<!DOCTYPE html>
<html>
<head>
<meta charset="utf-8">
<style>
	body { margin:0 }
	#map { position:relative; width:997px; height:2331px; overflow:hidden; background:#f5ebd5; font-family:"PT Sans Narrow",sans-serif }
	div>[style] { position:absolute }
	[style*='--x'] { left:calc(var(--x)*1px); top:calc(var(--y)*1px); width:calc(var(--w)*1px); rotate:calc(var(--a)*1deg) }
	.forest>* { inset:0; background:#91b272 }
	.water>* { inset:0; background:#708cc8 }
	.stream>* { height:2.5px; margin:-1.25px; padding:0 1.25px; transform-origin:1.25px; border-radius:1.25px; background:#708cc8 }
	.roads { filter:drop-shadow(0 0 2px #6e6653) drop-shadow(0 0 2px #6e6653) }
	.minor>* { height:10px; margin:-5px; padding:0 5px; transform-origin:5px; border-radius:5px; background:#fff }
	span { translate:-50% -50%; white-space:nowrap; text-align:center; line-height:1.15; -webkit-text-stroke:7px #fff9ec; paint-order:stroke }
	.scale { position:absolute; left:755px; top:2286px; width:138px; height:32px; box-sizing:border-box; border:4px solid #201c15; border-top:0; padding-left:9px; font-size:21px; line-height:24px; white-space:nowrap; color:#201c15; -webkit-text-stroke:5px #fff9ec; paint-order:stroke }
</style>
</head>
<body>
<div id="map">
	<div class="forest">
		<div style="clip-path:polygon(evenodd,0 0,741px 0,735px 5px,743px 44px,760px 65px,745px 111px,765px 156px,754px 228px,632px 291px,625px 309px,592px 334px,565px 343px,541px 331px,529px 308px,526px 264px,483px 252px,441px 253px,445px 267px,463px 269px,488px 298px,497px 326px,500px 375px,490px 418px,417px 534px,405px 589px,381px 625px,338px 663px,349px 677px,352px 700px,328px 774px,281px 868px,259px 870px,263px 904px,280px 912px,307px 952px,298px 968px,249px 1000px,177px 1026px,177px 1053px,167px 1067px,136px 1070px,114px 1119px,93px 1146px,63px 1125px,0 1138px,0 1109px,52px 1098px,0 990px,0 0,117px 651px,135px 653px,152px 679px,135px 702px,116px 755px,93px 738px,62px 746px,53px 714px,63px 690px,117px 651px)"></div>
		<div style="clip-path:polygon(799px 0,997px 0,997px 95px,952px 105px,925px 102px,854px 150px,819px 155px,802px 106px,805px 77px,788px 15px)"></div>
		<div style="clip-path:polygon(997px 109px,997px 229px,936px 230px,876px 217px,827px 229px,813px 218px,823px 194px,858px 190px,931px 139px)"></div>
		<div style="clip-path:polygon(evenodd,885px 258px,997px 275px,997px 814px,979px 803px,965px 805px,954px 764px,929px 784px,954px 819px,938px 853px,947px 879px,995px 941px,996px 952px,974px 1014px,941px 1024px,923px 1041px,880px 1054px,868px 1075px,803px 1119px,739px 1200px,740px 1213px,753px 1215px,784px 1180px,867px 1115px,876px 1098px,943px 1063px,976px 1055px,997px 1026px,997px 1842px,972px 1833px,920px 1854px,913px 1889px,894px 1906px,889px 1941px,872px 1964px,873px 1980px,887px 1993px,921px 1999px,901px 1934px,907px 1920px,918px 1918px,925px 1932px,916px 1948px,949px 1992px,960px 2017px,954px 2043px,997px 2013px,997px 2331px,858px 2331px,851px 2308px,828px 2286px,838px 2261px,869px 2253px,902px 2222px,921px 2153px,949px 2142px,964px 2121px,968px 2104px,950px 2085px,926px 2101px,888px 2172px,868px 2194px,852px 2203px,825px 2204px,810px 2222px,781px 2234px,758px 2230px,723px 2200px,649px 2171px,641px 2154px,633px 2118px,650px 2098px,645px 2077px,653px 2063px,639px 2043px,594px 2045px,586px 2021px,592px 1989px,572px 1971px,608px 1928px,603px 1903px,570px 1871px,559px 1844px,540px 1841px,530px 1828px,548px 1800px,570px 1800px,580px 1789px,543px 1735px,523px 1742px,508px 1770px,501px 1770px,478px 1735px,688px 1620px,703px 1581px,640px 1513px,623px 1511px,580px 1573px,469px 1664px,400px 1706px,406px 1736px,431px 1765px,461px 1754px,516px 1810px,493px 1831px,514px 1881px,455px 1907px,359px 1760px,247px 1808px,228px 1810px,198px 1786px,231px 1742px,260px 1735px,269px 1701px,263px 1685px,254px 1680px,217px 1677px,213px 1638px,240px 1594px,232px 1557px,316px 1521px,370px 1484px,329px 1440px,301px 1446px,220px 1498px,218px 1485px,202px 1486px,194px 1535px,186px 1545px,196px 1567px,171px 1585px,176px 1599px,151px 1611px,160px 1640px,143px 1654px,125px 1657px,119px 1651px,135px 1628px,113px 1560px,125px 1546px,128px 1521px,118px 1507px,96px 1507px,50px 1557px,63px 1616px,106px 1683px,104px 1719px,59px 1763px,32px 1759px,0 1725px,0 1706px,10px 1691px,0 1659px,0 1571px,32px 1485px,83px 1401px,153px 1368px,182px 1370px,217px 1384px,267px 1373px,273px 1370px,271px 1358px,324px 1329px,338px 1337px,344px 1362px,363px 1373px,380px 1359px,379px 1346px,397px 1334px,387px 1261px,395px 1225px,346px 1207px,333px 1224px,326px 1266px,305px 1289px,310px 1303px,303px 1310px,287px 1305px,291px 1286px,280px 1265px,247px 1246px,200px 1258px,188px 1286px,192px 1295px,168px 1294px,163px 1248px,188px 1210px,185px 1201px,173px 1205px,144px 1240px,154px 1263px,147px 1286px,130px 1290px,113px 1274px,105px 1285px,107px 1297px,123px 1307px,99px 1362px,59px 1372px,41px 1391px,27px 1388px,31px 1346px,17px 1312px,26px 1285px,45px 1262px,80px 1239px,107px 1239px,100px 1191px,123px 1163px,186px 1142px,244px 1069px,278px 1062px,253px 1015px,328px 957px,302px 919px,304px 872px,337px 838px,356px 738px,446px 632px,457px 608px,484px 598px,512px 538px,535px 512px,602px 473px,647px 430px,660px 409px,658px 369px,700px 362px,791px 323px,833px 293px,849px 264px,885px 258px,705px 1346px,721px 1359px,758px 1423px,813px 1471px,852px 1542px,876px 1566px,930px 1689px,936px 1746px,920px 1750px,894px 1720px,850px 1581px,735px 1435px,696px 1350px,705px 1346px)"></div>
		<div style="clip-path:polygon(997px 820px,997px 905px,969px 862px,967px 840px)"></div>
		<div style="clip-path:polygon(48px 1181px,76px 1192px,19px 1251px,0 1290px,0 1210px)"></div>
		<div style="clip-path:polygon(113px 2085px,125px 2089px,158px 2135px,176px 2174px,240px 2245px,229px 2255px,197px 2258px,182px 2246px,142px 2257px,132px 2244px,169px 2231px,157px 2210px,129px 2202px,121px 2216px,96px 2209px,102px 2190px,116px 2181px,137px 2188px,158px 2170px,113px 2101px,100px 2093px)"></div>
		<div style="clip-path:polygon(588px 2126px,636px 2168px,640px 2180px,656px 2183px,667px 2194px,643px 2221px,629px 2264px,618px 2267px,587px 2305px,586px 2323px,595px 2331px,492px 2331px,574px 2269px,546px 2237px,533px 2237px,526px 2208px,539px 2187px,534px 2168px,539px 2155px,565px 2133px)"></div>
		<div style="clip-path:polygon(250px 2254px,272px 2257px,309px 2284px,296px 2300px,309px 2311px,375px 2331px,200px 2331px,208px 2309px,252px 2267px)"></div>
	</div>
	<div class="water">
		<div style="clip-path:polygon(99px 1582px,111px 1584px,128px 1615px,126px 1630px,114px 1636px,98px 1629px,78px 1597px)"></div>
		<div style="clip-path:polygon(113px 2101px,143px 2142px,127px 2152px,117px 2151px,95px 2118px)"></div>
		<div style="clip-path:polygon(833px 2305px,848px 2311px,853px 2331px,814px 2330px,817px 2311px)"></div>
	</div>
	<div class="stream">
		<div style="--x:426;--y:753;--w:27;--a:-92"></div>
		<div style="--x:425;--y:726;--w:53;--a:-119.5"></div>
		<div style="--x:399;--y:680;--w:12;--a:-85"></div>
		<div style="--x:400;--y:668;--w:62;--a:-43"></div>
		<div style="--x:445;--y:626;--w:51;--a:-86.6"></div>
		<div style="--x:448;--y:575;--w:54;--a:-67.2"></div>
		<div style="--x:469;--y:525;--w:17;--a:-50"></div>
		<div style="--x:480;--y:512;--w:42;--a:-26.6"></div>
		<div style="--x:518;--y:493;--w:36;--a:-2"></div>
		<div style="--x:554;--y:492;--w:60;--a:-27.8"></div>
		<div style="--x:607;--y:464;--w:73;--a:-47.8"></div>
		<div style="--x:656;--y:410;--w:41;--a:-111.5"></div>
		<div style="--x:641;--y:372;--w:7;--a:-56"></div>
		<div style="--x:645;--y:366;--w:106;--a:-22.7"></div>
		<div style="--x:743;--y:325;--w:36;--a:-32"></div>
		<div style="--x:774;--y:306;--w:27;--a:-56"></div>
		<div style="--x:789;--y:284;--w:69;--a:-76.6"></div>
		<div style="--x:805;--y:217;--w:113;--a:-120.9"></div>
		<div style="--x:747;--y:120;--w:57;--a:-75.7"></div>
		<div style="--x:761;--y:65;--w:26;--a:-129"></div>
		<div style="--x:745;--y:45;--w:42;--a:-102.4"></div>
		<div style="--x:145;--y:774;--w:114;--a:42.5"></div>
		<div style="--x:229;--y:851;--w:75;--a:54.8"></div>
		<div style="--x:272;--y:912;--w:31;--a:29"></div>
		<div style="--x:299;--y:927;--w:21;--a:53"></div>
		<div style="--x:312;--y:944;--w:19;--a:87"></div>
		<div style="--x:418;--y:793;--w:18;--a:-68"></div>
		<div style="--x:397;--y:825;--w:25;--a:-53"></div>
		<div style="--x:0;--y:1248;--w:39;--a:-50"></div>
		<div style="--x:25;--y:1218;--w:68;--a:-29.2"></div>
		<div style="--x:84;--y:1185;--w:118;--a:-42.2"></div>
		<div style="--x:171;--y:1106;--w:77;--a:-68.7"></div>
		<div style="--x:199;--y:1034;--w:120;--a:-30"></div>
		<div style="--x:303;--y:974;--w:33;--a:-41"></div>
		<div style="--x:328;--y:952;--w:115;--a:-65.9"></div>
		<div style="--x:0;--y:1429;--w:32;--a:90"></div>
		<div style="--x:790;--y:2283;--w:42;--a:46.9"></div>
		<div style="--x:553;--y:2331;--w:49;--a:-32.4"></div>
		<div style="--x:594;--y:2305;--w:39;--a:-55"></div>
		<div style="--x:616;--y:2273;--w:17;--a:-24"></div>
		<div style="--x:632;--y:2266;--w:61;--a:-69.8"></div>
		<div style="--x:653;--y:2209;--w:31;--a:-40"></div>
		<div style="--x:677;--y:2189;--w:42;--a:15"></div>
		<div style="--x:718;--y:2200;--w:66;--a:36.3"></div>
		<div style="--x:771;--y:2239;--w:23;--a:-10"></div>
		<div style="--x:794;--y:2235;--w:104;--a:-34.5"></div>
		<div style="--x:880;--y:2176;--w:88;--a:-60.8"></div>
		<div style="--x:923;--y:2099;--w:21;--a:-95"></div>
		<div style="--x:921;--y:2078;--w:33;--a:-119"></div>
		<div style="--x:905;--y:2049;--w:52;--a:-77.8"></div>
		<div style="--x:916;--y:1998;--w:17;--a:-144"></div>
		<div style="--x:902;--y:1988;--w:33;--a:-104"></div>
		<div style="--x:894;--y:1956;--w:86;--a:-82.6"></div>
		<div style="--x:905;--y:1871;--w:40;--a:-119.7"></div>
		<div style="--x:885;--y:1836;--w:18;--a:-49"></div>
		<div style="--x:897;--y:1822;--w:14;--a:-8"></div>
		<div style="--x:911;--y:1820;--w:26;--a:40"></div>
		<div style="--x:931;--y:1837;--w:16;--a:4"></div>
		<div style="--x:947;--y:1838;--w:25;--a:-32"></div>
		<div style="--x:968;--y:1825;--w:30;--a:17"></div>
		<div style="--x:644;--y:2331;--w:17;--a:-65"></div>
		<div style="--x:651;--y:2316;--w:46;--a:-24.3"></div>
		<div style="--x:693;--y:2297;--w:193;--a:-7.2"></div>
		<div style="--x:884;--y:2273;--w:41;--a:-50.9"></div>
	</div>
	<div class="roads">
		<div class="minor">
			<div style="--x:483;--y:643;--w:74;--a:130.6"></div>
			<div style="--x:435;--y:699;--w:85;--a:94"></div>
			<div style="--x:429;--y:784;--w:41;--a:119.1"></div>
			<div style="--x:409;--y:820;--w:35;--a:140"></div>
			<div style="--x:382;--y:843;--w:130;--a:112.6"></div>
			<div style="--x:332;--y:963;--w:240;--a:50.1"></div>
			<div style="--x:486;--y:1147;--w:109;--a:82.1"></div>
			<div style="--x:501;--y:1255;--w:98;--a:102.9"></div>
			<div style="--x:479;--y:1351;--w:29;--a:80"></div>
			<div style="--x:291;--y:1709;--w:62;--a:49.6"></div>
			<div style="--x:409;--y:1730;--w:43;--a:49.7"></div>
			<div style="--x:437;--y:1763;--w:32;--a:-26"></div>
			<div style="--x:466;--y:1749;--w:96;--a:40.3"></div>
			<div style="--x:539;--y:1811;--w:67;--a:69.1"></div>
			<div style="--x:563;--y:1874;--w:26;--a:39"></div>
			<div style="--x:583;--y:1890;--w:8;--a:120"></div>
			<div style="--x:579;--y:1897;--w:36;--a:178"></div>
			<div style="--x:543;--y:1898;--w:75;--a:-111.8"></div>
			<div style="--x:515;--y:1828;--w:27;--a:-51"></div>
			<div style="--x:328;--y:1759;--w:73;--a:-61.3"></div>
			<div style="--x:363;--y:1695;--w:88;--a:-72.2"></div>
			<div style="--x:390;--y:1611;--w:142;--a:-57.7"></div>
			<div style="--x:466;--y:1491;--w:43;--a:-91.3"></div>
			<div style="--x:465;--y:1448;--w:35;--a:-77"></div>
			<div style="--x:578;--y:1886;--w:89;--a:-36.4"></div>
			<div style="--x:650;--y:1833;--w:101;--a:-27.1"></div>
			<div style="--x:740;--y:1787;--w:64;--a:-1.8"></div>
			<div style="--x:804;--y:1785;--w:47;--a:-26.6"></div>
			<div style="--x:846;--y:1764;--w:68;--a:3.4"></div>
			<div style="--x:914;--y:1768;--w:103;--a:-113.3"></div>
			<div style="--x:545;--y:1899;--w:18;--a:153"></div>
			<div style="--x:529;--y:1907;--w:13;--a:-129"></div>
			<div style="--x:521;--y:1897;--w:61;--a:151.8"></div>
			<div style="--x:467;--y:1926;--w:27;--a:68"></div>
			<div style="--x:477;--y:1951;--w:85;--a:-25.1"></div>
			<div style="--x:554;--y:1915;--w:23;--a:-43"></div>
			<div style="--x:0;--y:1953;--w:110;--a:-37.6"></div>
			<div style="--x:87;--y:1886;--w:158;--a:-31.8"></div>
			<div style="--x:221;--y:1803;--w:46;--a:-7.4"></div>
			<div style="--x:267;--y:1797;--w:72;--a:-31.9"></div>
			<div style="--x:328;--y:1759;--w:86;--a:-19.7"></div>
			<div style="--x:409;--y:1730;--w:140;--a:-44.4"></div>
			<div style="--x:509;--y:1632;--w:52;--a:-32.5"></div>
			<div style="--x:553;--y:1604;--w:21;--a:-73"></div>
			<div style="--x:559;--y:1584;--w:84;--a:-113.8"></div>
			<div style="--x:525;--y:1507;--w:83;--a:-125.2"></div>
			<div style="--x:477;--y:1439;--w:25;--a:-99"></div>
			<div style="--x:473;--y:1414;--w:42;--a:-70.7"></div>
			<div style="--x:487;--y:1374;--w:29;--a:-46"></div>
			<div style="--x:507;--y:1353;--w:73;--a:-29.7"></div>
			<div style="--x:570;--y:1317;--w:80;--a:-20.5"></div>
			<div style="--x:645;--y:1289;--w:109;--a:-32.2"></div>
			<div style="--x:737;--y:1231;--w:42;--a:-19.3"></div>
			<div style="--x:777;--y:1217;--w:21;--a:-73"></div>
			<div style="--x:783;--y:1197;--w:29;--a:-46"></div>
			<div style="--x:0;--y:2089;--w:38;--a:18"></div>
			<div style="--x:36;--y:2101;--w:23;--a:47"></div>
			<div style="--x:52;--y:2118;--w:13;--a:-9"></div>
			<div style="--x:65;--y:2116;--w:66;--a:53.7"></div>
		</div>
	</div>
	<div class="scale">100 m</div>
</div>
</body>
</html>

===

**Brief:** Lines that contain the string "absolute" should be copied from the material above.

**Exercise answer:**
	div>[style] { position:absolute }
	.scale { position:absolute; left:755px; top:2286px; width:138px; height:32px; box-sizing:border-box; border:4px solid #201c15; border-top:0; padding-left:9px; font-size:21px; line-height:24px; white-space:nowrap; color:#201c15; -webkit-text-stroke:5px #fff9ec; paint-order:stroke }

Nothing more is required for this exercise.